I applied to the first university I googled, EHL (Hospitality Business School, in Lausanne, Switzerland).

Chef was one of the first food movies where the imagery was so crisp and highlighted so much of the cooking process, as opposed to the final dish.

The origin of Chomp came from my love for food and never wanting to see it be wasted

Food movies usually either just focus on the hustle and bustle of the kitchen or they’re narrated and give instructions: this is how you cook fish. Chef zooms in on the food: it takes up the entire screen; you see nothing else – there’s no narrator or background noise.

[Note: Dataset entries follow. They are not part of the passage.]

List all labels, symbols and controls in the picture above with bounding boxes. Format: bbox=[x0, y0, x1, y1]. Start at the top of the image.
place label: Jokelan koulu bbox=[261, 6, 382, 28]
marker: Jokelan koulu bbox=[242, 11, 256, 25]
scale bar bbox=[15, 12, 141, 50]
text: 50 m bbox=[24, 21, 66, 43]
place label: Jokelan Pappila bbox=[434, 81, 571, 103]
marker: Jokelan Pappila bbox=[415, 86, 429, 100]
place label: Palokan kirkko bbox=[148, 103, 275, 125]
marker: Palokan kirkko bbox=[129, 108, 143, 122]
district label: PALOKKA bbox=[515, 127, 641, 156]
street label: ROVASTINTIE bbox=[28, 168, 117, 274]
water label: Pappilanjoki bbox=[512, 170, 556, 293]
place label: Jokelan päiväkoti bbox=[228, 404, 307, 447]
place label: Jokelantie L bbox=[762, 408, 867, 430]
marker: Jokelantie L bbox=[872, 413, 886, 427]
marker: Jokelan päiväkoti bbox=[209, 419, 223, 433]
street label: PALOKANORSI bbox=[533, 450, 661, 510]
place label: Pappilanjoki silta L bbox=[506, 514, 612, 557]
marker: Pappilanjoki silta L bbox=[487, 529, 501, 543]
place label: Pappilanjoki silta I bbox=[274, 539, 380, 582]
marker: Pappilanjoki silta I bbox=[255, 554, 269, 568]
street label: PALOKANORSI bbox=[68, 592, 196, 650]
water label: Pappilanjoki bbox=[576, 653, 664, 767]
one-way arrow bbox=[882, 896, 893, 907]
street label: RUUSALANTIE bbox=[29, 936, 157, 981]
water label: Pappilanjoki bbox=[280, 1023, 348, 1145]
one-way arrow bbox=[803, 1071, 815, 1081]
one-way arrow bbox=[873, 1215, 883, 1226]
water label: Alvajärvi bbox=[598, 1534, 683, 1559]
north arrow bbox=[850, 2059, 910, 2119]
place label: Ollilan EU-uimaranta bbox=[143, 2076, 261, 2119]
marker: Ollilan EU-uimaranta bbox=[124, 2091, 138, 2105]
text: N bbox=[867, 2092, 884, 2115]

It’s very methodical, slow and in the moment.

Food and I have been a long love story. Every job I’ve ever had was food related because I loved it so much.

My mum is Chinese, my dad Italian, both big food cultures, and all my memories are from the kitchen. We were always in there; it was such a big part of our lives.

The origin of Chomp came from my love for food and never wanting to see it be wasted. Growing up, my mum taught us that everything had cost money and we shouldn’t waste it.

When Covid happened, restaurants kept going out of business, and food was getting wasted. I saw a similar app (to Chomp) in the United States. I pitched it to 20 restaurants and got a very positive response.

In Hong Kong, people are such entrepreneurs. They will work in hotels and restaurants for a long time and then go and do their own thing. I didn’t know that was even a possible journey. Chef showed me that it was.

It’s still one of my all-time favourite movies: I watch it once a year, religiously.